DATA EXCERPTS: Begin
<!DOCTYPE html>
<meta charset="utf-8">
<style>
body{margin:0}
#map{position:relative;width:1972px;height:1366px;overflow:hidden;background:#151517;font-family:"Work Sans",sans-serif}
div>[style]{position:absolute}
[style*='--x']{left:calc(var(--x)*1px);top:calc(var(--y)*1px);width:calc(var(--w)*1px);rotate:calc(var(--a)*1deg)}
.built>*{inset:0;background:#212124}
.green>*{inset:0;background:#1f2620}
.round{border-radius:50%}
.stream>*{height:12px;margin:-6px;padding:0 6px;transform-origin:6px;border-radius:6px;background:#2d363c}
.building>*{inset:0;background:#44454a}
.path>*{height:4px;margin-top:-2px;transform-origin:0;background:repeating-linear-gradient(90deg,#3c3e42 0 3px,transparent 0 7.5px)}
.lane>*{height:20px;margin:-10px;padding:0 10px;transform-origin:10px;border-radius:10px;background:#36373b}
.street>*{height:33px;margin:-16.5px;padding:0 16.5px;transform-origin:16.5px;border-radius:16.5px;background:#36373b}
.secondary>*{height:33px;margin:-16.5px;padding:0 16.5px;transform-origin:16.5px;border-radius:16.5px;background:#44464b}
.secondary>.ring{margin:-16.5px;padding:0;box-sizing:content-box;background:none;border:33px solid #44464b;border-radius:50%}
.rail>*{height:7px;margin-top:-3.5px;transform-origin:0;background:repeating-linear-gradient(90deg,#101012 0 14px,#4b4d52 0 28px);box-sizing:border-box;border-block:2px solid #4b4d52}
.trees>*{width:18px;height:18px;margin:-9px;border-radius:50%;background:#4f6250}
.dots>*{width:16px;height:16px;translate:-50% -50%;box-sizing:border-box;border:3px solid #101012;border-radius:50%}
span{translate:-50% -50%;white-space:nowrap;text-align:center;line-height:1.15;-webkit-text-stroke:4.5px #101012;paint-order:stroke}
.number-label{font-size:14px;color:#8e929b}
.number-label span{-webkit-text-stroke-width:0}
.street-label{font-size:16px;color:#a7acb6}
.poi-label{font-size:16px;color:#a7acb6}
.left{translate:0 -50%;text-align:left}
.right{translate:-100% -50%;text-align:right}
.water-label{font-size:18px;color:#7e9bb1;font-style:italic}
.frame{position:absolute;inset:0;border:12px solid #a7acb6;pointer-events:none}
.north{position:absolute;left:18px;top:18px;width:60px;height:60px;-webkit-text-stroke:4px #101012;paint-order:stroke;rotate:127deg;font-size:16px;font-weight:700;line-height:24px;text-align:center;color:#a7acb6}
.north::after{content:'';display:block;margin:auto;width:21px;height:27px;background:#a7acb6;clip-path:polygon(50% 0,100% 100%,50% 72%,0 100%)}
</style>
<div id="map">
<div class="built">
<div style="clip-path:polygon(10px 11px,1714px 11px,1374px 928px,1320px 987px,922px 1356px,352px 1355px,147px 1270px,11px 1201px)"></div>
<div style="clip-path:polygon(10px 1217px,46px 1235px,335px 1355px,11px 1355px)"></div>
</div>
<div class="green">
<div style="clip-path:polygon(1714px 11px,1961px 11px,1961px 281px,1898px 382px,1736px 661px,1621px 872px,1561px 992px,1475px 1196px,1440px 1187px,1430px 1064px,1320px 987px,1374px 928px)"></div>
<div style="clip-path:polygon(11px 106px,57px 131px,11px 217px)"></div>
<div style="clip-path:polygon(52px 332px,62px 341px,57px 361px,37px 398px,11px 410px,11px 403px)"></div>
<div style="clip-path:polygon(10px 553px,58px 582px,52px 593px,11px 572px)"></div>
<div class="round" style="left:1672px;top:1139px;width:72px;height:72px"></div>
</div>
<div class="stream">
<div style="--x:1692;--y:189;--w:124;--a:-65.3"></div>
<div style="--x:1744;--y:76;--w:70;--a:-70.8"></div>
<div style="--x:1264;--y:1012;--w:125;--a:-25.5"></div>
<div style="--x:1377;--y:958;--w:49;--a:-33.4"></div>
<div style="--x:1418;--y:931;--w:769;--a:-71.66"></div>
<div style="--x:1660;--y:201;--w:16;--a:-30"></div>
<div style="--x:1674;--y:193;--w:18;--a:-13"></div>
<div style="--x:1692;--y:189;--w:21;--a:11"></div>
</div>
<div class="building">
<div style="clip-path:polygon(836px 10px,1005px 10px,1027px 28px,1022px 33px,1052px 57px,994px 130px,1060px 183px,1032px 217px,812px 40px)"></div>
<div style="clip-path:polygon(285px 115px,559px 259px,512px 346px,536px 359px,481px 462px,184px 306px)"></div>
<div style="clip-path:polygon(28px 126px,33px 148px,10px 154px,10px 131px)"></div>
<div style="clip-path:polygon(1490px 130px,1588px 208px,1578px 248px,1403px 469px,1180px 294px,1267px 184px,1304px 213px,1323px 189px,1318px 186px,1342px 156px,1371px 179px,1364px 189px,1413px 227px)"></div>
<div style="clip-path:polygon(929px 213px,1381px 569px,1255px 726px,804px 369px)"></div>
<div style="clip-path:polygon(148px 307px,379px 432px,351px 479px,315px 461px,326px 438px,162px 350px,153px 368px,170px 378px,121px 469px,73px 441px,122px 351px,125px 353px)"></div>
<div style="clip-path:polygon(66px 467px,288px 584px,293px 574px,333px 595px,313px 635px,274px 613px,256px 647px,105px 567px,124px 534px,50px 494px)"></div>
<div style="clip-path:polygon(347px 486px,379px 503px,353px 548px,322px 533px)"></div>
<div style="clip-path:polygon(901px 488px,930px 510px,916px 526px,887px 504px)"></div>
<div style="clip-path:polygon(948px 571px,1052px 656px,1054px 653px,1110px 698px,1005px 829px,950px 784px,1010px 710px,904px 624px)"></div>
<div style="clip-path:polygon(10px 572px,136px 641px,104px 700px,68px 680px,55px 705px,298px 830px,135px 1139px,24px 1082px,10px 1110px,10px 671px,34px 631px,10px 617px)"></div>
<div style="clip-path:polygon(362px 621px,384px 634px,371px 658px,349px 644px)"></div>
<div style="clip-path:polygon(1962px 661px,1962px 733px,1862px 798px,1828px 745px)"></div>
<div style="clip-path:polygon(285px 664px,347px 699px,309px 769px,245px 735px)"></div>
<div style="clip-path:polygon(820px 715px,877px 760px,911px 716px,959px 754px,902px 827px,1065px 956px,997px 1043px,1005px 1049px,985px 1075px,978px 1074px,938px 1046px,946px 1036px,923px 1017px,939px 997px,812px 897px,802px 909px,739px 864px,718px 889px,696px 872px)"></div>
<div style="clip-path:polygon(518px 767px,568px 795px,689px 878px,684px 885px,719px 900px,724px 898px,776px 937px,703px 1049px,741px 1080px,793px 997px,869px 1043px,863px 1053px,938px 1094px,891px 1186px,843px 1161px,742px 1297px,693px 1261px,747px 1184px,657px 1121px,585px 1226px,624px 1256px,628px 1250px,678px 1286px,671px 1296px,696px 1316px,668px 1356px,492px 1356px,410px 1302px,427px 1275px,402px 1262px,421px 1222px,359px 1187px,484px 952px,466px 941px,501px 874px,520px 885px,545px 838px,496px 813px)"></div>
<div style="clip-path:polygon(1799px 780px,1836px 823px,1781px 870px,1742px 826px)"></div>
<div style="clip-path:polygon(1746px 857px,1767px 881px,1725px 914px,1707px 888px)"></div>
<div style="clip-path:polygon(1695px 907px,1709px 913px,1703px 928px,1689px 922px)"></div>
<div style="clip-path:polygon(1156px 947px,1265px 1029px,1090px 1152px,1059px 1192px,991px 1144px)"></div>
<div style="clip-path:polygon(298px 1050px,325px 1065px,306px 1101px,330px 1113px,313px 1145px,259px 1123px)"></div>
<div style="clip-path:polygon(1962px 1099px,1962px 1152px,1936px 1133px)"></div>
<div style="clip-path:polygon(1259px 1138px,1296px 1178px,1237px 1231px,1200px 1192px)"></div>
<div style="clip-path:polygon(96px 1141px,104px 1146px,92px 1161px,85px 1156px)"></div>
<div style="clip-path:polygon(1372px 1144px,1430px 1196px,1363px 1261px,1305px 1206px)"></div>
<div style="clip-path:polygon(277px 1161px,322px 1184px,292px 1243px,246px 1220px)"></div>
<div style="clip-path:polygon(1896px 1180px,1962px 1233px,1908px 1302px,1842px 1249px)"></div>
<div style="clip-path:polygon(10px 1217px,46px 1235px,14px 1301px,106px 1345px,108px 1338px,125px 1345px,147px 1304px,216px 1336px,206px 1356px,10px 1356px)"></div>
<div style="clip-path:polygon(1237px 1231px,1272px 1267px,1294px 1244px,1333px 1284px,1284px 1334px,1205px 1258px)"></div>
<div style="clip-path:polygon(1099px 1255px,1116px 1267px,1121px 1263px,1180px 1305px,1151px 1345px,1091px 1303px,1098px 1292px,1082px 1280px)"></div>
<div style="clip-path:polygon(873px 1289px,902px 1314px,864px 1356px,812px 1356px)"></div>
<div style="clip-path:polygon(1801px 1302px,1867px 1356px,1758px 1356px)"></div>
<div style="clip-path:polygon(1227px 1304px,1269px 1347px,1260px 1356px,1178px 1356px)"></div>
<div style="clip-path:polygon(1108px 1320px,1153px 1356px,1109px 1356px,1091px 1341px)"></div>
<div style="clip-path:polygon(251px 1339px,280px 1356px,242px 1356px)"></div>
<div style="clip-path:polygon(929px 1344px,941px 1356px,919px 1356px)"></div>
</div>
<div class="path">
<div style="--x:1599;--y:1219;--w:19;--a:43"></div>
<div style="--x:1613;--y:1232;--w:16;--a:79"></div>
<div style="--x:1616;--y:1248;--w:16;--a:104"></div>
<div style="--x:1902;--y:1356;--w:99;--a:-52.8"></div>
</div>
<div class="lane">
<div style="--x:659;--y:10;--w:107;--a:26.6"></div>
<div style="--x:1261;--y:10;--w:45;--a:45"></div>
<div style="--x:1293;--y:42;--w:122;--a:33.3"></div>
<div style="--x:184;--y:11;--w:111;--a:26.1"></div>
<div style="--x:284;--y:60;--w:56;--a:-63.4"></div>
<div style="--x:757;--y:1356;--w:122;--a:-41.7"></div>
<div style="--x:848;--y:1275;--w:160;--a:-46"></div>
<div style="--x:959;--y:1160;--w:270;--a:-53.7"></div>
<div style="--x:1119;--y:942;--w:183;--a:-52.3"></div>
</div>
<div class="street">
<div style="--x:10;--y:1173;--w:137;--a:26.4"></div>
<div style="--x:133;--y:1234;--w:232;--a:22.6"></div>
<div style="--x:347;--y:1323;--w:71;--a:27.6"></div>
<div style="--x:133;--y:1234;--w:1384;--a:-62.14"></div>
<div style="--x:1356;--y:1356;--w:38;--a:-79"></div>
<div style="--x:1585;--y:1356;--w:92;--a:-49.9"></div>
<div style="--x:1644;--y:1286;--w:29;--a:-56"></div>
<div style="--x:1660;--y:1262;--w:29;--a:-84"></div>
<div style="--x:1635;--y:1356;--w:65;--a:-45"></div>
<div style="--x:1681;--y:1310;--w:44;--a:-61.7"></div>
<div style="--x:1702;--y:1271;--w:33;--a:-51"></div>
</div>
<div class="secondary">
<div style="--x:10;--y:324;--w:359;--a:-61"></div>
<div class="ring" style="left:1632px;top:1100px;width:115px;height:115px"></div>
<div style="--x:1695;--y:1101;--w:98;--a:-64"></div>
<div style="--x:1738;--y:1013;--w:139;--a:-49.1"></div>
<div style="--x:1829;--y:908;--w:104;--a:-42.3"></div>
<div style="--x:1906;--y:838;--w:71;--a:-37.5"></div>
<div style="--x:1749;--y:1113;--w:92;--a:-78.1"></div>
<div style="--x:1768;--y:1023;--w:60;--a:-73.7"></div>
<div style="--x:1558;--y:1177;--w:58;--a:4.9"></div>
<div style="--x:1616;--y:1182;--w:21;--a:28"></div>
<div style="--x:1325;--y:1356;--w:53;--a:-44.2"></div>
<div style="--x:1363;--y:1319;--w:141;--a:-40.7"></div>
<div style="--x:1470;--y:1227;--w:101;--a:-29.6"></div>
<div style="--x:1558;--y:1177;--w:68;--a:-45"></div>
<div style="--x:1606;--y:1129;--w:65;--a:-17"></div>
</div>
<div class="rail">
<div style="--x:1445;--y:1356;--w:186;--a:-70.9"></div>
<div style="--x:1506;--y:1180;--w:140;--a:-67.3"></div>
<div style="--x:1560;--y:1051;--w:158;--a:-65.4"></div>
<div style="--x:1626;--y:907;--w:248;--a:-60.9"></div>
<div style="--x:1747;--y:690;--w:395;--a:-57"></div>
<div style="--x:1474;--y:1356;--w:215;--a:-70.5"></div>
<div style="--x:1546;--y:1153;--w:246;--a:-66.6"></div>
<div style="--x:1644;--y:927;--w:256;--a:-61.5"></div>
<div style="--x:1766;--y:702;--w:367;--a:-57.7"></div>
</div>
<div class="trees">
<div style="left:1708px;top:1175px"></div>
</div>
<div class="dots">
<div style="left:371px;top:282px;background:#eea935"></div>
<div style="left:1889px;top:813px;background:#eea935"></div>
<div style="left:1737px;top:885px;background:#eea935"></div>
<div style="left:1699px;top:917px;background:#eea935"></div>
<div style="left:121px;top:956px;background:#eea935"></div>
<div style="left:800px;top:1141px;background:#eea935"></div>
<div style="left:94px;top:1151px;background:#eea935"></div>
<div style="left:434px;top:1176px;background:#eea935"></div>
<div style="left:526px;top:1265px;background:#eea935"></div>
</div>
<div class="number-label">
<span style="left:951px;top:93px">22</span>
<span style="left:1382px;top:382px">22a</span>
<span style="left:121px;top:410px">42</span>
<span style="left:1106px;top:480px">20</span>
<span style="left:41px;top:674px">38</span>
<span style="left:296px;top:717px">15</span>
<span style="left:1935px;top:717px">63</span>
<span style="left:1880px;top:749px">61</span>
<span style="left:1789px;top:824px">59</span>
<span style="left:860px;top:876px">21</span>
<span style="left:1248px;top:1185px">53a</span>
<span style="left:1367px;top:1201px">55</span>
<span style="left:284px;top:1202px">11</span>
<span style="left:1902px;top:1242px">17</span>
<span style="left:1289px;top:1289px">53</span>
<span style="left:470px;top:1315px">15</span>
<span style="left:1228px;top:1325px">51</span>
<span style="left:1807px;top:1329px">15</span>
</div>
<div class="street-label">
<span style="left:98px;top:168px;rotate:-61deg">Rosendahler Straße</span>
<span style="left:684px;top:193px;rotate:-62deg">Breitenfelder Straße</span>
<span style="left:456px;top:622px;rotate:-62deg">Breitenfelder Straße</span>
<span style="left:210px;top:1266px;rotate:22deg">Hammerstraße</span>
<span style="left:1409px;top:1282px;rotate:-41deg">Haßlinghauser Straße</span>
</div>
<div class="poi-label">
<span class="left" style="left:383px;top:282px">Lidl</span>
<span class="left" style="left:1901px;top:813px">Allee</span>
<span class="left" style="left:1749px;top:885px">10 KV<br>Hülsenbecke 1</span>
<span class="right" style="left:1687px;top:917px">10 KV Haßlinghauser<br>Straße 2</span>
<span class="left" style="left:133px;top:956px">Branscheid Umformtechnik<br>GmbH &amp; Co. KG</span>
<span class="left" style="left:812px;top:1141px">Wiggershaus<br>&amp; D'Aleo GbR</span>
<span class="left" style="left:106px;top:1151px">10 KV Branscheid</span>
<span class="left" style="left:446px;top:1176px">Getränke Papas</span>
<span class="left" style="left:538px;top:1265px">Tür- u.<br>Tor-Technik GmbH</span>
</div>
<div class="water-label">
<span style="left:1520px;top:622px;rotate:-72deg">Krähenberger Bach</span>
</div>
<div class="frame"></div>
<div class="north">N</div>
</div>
DATA EXCERPTS: End
◆ TASK INSTRUCTIONS
Repeat exactly the lines of the listing from its first line through the line that holds "0 3px,transparent 0". Nothing else should appear.

◆ TASK RESULT
<!DOCTYPE html>
<meta charset="utf-8">
<style>
body{margin:0}
#map{position:relative;width:1972px;height:1366px;overflow:hidden;background:#151517;font-family:"Work Sans",sans-serif}
div>[style]{position:absolute}
[style*='--x']{left:calc(var(--x)*1px);top:calc(var(--y)*1px);width:calc(var(--w)*1px);rotate:calc(var(--a)*1deg)}
.built>*{inset:0;background:#212124}
.green>*{inset:0;background:#1f2620}
.round{border-radius:50%}
.stream>*{height:12px;margin:-6px;padding:0 6px;transform-origin:6px;border-radius:6px;background:#2d363c}
.building>*{inset:0;background:#44454a}
.path>*{height:4px;margin-top:-2px;transform-origin:0;background:repeating-linear-gradient(90deg,#3c3e42 0 3px,transparent 0 7.5px)}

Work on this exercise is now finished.